Functional evidence is unfortunately expensive and sometimes arduous to collect and publish. It isn’t full-proof as a final arbiter of deleteriousness either. However, methodological advancements have recently enabled researchers to collect functional data on a massive amount of gene variants simultaneously. This experimental approach is referred to as a multiplexed assay of variant effect (MAVE) or sometimes as deep mutational scanning (DMS). Simply, these assays try to generate every possible missense variant in a gene, introduce them into a functional assay, and then efficiently measure and visualize the impact of these variants.
One of the exciting things about MAVEs is that they can leverage some of the same technology that has powered our genomic era, next-generation sequencing (NGS), making generating functional data more efficient and inexpensive (the cost of NGS has fallen at a rapid pace). The data has already begun to accumulate since the first low-throughput MAVEs were carried out in the late 2000s. Currently, the database of record for MAVE data (MaveDB) includes ~2,000 datasets comprising ~7 million variant effect measurements. Additionally, these data already inform VUS re-classification efforts. Across twelve previously published studies, a total 937 of 1,711 (55%) VUS classifications have been reclassified due to MAVE-derived findings (summarized in the figure below).
The prospects for MAVE work informing variant classification are bright as not only is the functional data itself immediately informative, but the data can be used to refine the output of in silico predictors of pathogenicity as well as serve as input for the training of new and better predictors. Given the low-cost of generating predictions, the quickest path from MAVE work to ending the VUS problem may be mediate by improving prediction tools.
An immediate solution for the VUS problem is not on the horizon, but at least we can see some of the vague outlines of a solution. While we wait, there will be minor tweaks and short-term patches that will hopefully provide some remedy. This will likely include the risk tiering of VUS, where high-risk VUSes will be reported while low and intermediate risk VUSes will be withheld from reports. This re-opens the reporting debate I alluded to earlier, but it likely represents some improvement over throwing the overwhelming majority of observed variant during genetic testing in the gray zone. Let’s have the debate and take action fast!

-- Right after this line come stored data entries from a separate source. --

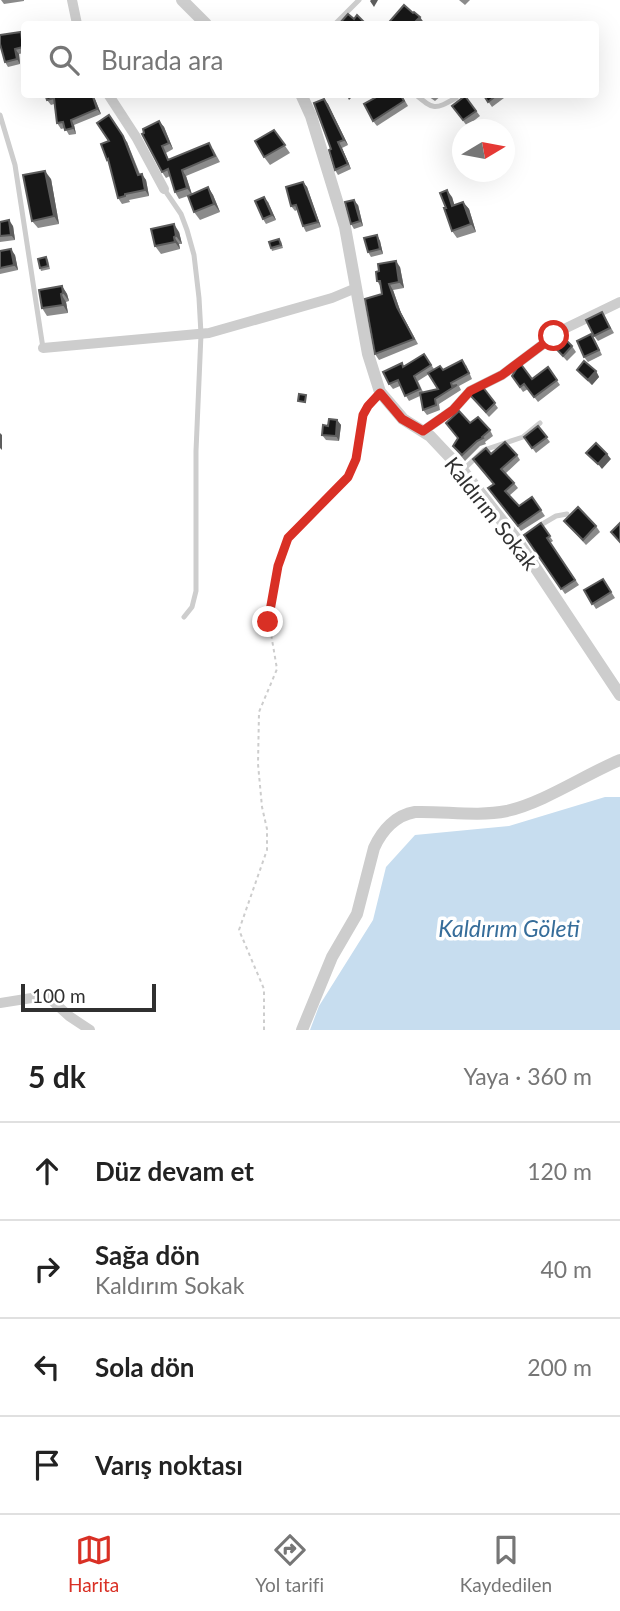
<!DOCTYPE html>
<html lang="tr">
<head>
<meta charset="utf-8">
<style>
	body { margin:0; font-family:Lato,sans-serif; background:#f2f2f2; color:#222 }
	.compass { position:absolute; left:452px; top:119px; width:63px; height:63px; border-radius:50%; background:#fff; box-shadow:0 7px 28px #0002; rotate:80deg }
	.scale { position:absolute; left:21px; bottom:18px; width:135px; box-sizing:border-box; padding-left:7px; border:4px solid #303030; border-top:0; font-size:19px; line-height:24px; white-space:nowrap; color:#303030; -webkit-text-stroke:5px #fff; paint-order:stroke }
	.stop { position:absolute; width:21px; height:21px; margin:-16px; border:5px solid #d93025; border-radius:50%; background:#fff }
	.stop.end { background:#d93025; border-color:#fff; box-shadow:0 2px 7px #0008 }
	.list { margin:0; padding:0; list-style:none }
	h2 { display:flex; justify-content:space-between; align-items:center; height:91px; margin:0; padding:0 28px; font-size:30px }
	h2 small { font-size:23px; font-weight:400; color:#767676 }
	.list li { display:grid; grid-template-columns:46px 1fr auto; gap:21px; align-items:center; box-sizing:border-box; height:98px; padding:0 28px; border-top:2px solid #e0e0e0 }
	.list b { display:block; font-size:26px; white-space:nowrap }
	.list p { margin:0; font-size:23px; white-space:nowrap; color:#767676 }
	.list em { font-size:23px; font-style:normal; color:#767676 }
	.icon { flex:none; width:38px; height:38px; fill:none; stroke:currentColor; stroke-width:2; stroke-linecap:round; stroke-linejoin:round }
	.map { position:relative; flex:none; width:620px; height:1030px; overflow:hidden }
	.search { position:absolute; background:#fff; box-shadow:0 7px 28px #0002; left:21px; right:21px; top:21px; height:77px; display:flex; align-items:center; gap:18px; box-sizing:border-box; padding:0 24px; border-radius:7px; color:#767676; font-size:26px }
	.sheet { height:483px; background:#fff }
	nav { display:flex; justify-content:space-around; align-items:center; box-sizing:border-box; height:98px; border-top:2px solid #e0e0e0; background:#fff; font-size:19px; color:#767676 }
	nav a { display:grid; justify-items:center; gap:4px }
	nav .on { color:#d93025 }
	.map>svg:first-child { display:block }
</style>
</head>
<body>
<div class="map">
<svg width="620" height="1030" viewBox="0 0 620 1030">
	<rect width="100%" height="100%" fill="#fff"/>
	<polygon fill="#c7ddef" points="605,797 620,797 620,1030 310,1030 319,1006 373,920 386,867 415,835 509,826"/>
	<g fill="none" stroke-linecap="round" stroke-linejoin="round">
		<polyline stroke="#cdcdcd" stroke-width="2" stroke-dasharray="3.5 3.5" stroke-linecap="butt" points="264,1030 264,989 239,930 267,850 267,829 262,807 258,764 259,712 277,669 269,622 281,553 288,538 344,483 353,470 363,415 373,401"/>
		<g stroke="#cdcdcd" stroke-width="5">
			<polyline points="335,24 359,0"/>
			<path d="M415,94C434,110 434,110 456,98"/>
			<polyline points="0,115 15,165 43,348"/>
			<polyline points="164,189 181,214 187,230 194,255 199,298 201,334 196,451 196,591 192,607 184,617"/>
			<polyline points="464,469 484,450 523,437 540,423"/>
			<polyline points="539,526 556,516 567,514"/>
		</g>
		<g stroke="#cdcdcd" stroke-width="10">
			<polyline points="72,0 77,24"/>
			<polyline points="108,94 136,137 164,189"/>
			<polyline points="43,348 209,333 332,298 356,288"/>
			<polyline points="423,431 453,410 470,391 502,375 562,330 620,302"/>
			<polyline points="0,1003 38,997 48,997 69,1016 90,1030"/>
		</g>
		<g stroke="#cdcdcd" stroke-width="12">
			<polyline points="182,0 206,24"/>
			<polyline points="301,94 311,116 345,227 368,354 380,392 403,419 430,436 463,471 517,540 620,695"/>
			<path d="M302,1030L332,957L357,914L374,848C382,830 396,815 415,812C445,811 477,817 507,811C545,802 584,775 620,760"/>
		</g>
	</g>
	<g fill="#8b8b8b" fill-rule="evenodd">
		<polygon points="1,0 24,0 24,1 4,4"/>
		<polygon points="459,0 470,0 465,5"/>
		<polygon points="24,37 24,53 19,54 20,64 8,67 5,62"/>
		<polygon points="45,94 87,94 95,99 101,114 74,125 76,134 69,135 65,128 61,129 57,123 54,104 51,105 47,100"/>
		<polygon points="401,94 408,106 377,126 373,121"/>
		<polygon points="425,94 443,94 435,101"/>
		<polygon points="483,94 502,94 504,98 492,107"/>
		<polygon points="465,96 480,116 467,126 452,106"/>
		<polygon points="324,99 328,104 348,145 342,148 351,169 338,175 335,170"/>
		<polygon points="159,121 164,127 173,149 166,153 169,160 213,149 220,162 186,176 192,194 208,187 213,195 220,212 200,220 194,212 188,196 179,199 175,192 170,176 166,178 162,172"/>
		<polygon points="274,130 290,153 270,165 264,157"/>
		<polygon points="127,142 140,174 146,180 149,196 129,200 130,202 122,204 118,198 110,164 107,160"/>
		<polygon points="51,179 59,224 38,228 32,221"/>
		<polygon points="303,182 307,187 321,227 306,232 303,226 297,210 295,211 291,206"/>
		<polygon points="452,197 454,205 463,202 469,209 476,232 457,238 452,231 446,208"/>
		<polygon points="268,202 276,220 266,224 263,219"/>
		<polygon points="358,205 363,226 354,229 351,224"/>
		<polygon points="0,222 13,226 15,240 0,242"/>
		<polygon points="179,232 182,244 179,244 180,249 161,254 155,246"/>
		<polygon points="377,235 380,241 383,254 371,257 368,252"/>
		<polygon points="281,241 283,248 272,251 271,248"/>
		<polygon points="0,251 15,255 18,270 0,274"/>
		<polygon points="46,257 48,260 50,269 41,271 40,268"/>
		<polygon points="400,267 404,288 393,290 401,313 418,344 379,360 375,354 382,294 381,287 377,281"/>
		<polygon points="62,286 67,294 69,301 66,302 68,313 47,316 42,308"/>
		<polygon points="602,312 614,333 598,341 594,336"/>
		<polygon points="595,340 602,355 588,362 584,357"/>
		<polygon points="549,341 572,346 576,352 567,361"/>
		<path d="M424,354L434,369L443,370L466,365L472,379L459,386L461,390L439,404L440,410L427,415L423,410L420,396L409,401L400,386L393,389L389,384L402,363L404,367ZM429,374L438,389L423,392L418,381Z"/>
		<polygon points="548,367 560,385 538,402 528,389 523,392 512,376 532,379"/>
		<polygon points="577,370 596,371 599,377 592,385 581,375"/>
		<polygon points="482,386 498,408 489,417 469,394"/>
		<polygon points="337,420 341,425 339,441 326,440 322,435 328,426"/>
		<polygon points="446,423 470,423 490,430 493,436 485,442 486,444 480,446 465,461 453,446 458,438"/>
		<polygon points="538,426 550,442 536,453 524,437"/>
		<polygon points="491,454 517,455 520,460 506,473 518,488 509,496 519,506 532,497 545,516 521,531 488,488 493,484 473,459"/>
		<polygon points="564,521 596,526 600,532 586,545"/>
		<polygon points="541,523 553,541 550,543 579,585 565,594 524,535"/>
		<polygon points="603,579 615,598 596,609 584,590"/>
	</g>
	<g fill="#5d5d5d">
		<polygon points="371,0 378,0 374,7 370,1"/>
		<polygon points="420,17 425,24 413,24"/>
		<polygon points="21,32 24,37 24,49 23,47"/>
		<polygon points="15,49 19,54 20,64 17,59"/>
		<polygon points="92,94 95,99 101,114 97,109"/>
		<polygon points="346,94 355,94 349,100"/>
		<polygon points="324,99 328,104 348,145 344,140"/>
		<polygon points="109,115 127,142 142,181 138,175"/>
		<polygon points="71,120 74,125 76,134 73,128"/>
		<polygon points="159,121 164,127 173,149 169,143"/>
		<polygon points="338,142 342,148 351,169 348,164"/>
		<polygon points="182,170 186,176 192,195 187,188"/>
		<polygon points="45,171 51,179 59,224 54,216"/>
		<polygon points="142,174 146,180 149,196 145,190"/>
		<polygon points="303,182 307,187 321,227 318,222"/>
		<polygon points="208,187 213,195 220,212 214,204"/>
		<polygon points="447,190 452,197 457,213 452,206"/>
		<polygon points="264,197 268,202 276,220 272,215"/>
		<polygon points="354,200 358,205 363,226 360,221"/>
		<polygon points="463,202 469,209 476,232 471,224"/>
		<polygon points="9,220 13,226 15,240 11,235"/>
		<polygon points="174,224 179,232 182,244 176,236"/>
		<polygon points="377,235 380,241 383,254 380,249"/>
		<polygon points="174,237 179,244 180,249 175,242"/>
		<polygon points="11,249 15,255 18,270 14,265"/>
		<polygon points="396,261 400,267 404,288 399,282"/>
		<polygon points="389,284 393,290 401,313 418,344 397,307"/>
		<polygon points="62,286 67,294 69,301 63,293"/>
		<polygon points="61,294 66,302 68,313 63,305"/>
		<polygon points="596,371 599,377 592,385 588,380"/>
		<polygon points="337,420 341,425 339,441 336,436"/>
		<polygon points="0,433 2,435 2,450 0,448"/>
		<polygon points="607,454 611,459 602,469 598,464"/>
	</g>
	<g fill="#171717" stroke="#5d5d5d" stroke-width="2">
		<polygon points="404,5 413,13 414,12 420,17 413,24 394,24 390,21"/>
		<polygon points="348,14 354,19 357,15 364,22 362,24 339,24"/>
		<polygon points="21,32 23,47 15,49 17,59 5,62 0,44 0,35"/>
		<polygon points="45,94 86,94 86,96 92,94 97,109 71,120 73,128 65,130 63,122 57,123 54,98 47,100"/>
		<polygon points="382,94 400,94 404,101 373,121 364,104"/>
		<polygon points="483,94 498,94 488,102"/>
		<polygon points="465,96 476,111 463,120 452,106"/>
		<polygon points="324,99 344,140 338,142 348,164 335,170 329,150 331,149 314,103"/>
		<polygon points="109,115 123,136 138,175 142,174 145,190 125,194 125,196 118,198 108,159 107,160 101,144 109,141 97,123"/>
		<polygon points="159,121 169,143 162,146 168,160 209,143 215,156 182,170 187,188 175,192 168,169 162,172 142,134 144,133 143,129"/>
		<polygon points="274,130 285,145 264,157 255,141"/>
		<polygon points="45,171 54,216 32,221 23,175"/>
		<polygon points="303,182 318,222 303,226 296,205 291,206 286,187"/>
		<polygon points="208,187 214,204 194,212 188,196"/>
		<polygon points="447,190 452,206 463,202 471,224 452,231 444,208 446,208 440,193"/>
		<polygon points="264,197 272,215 263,219 255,201"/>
		<polygon points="354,200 360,221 351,224 345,202"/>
		<polygon points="9,220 11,235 0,236 0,222"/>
		<polygon points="174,224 176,236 174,237 175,242 155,246 151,229"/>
		<polygon points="377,235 380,249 368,252 364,238"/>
		<polygon points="279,239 281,245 271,248 269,242"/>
		<polygon points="11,249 14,265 0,268 0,251"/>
		<polygon points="46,257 48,266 40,268 38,259"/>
		<polygon points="396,261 399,282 389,284 397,307 414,339 375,354 365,299 382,294 380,281 377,281 376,272 379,271 378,264"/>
		<polygon points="62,286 63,293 61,294 63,305 42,308 39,290"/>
		<polygon points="602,312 610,328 594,336 586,320"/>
		<polygon points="559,333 572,346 563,356 549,341"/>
		<polygon points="591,334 599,350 584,357 577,341"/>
		<polygon points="424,354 431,365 414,376 420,389 405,396 398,380 389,384 383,372 402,363 403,367"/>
		<polygon points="462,360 469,373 451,383 452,386 457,385 435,399 436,405 423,410 420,393 438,389 428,373 440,366 443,370"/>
		<polygon points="584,361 596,371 588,380 577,370"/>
		<polygon points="520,363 532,379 548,367 557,380 534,397 524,384 520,387 512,376"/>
		<polygon points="482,386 495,403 486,412 469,394"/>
		<polygon points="299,394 306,395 305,402 298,401"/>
		<polygon points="459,411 470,423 478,417 490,430 482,437 483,438 477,441 462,455 453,446 458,438 446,423"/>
		<polygon points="329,419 337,420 336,436 322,435 323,425 328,426"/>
		<polygon points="538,426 547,437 532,448 524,437"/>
		<polygon points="505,442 517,455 501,469 514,483 505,491 519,506 532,497 541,510 518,526 488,488 494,484 473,459 486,448 491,454"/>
		<polygon points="596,443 607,454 598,464 586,453"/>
		<polygon points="578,507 596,526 583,540 564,521"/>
		<polygon points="541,523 550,536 547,538 575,580 561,589 524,535"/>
		<polygon points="620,523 620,542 611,532"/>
		<polygon points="603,579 611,592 592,604 584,590"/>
	</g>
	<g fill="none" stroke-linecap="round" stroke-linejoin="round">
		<polyline stroke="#d93025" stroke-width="9" points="268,622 278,566 288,538 348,477 356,459 363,415 368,406 380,393 402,419 423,431 453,410 470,391 502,375 554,336"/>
	</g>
	<g text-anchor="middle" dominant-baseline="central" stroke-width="7" stroke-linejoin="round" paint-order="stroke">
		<g font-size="21" fill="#303030" stroke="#fff">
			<text transform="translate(492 513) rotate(52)">Kaldırım Sokak</text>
		</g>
		<g font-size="23" font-style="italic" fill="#366d9a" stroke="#fff">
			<text x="509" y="928">Kaldırım Göleti</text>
		</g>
	</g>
</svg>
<svg class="compass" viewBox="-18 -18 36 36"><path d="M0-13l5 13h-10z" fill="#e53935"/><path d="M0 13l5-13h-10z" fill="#767676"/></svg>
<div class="scale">100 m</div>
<div class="stop" style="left:554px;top:336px"></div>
<div class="stop end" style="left:268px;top:622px"></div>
<div class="search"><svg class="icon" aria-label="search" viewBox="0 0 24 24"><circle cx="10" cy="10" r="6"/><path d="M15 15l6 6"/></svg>Burada ara</div>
</div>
<section class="sheet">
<h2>5 dk<small>Yaya · 360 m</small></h2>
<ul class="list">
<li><svg class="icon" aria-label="ahead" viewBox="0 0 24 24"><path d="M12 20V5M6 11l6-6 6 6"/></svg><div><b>Düz devam et</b></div><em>120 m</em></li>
<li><svg class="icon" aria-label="right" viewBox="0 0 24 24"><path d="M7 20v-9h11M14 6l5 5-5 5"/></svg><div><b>Sağa dön</b><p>Kaldırım Sokak</p></div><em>40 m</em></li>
<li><svg class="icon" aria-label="left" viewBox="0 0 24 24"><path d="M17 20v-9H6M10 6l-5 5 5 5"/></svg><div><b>Sola dön</b></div><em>200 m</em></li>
<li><svg class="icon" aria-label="arrive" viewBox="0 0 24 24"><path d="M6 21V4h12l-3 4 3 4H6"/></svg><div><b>Varış noktası</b></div></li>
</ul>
</section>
<nav>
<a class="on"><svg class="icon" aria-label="map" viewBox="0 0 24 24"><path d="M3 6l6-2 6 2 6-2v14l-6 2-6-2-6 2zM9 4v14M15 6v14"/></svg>Harita</a>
<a><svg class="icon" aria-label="directions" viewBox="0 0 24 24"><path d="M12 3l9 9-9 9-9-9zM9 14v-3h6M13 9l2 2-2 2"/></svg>Yol tarifi</a>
<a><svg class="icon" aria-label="saved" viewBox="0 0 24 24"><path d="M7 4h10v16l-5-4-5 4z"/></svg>Kaydedilen</a>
</nav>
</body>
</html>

I hope clinical genetics is able to reach the National Human Genome Research Institute’s optimistic goal of solving the VUS problem by 2030. Regardless, we know MAVE data will play an important role. We cannot rest on our laurels. Biology is a field that needs more data! Although MAVE progress has been substantial and is already affecting variant classification, only a fraction of the protein-coding genome has been assessed in a high-quality, comprehensive way and an even smaller fraction of the non-coding genome has been evaluated. This needs to change. There is a long road ahead.